Perspectives Film Festival: Breakthroughs in Cinema, Singapore’s first and longest student-run film festival, celebrates its 15th anniversary with in-person theatre screenings at Oldham Theatre from 27th to 30th October 2022. With the theme “It’s Time…”, PFF22 explores the cinematic notions of time from around the world through seven films.
“This year’s festival is anchored in innovative explorations of time through form and content, testifying to the richness of film’s temporality. Our line-up delves into the various interpretations of time while catering to a diverse audience, from documentary to movie fanatics,” said Jolie Fan, Festival Director of PFF22.
Opening with Memory Box (2021), viewers will be thrown into a dizzying kaleidoscope of youthful mirth and chaos. Stumbling upon a mysterious parcel containing diaries written in the 1980s, photographs and paraphernalia, a teenage girl, Alex, pieces together her mother Maia’s secret past. Images veer from Maia’s giddy love life and her carefree days where she could dance with unbridled abandon to the Lebanese Civil War where imminent violence and national anxieties dim the shine of her youth.
The festival follows its opening night with Mariupolis 2 (2022), Il Buco (2021), Cette Maison (2022), and Ikarie XB-1 (1963) on 28th (Friday) and 29th Oct (Saturday). Released posthumously, Mariupolis 2 marks Mantas Kvedaravičius’s second and final visit to the war- stricken city of Mariupol in Ukraine. Kvedaravičius, a filmmaker and an anthropologist, was captured and killed in March 2022 by Russian forces while recording what was to become a chilling, unblinking gaze into the core of the ongoing Russia-Ukraine war, as experienced by the people who have little left to lose.
Il Buco (2021) is a meditative re-enactment of this subterranean expedition, Il Buco flits between images of the lush Italian plains and the sultry dark of the cave, all the while exhibiting an awareness of the relentlessly advancing metropolis beyond them. The film straddles the past and present, refusing its audience the clarity of a distinct time. The intricate sonic details Il Buco offers is a layered and textured soundscape that almost entirely eschews expository dialogue, privileging the act of listening as a form of immersive cinematic experience.
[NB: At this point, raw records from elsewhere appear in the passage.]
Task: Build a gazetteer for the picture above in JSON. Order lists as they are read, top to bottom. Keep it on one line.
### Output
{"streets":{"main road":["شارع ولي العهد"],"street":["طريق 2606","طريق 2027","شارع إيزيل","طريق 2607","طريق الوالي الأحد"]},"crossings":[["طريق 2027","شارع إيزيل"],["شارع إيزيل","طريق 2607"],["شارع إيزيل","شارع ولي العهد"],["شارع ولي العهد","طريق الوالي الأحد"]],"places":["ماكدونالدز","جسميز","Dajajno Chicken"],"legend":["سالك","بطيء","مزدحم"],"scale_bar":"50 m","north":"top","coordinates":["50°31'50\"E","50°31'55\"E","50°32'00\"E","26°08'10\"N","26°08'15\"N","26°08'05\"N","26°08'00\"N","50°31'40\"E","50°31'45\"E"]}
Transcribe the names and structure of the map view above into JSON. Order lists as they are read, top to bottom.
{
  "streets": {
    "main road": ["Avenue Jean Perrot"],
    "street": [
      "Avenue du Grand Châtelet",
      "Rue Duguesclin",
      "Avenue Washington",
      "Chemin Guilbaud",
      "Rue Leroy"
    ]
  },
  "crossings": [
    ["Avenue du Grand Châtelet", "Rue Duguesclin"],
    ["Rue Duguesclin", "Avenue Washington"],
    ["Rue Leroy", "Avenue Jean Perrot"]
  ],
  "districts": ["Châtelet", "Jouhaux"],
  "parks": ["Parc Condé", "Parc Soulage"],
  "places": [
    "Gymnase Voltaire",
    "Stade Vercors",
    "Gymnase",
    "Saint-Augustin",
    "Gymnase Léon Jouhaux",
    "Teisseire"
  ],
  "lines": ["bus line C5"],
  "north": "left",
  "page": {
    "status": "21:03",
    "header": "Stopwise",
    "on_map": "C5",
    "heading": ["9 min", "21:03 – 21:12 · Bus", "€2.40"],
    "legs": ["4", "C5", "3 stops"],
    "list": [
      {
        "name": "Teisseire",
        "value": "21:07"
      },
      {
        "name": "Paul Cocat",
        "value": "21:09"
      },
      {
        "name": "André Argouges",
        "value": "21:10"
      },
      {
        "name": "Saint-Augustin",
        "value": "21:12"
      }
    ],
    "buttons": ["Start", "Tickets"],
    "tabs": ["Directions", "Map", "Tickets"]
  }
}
As a first-generation immigrant caught between Haiti and Quebec, director Miryam Charles uses the film to negotiate how transnational locales have shaped her identity. Her cousin’s death in 2008 serves as a harrowing backdrop that interrogates its impact through recollections and inventions with memory. Paralleling Quebec’s own struggles with independence, Cette Maison (2022) broaches complex questions on citizenship and nationalism.
Adapted from science-fiction author Stanisław Lem’s seminal work, The Magellanic Cloud (1955), Ikarie XB-1 is a Czechoslovakian film that revolves around humanity’s fictional search for aliens. The film takes place in the year 2163 when a team boards the Ikarie starship and ventures into the nearby star Alpha Centauri. Trapped by the perplexing physics of time, the explorers’ 28-month voyage stretches into 15 years on Earth – warping their conception of reality and time. Along their arduous journey in Page 4 of 5 space, the crew encounter fragments of past excursions and are forced to face different biohazards in unknown territory.
The last day, 30th Oct (Sunday) of PFF22 presents Scala (2022), a tribute to Thailand’s disappearing standalone cinemas, followed by a panel discussion with Scala’s director, Ms Ananta Thitanat and Mr Chew Tee Pao, a film archivist working at the Asian Film Archive. The festival officially closes with Goodbye, Dragon Inn (2003). The panel discussion is positioned in between these two screenings to serve as a bridge as both films address the ideas of resolutions and endings, particularly the death of cinema.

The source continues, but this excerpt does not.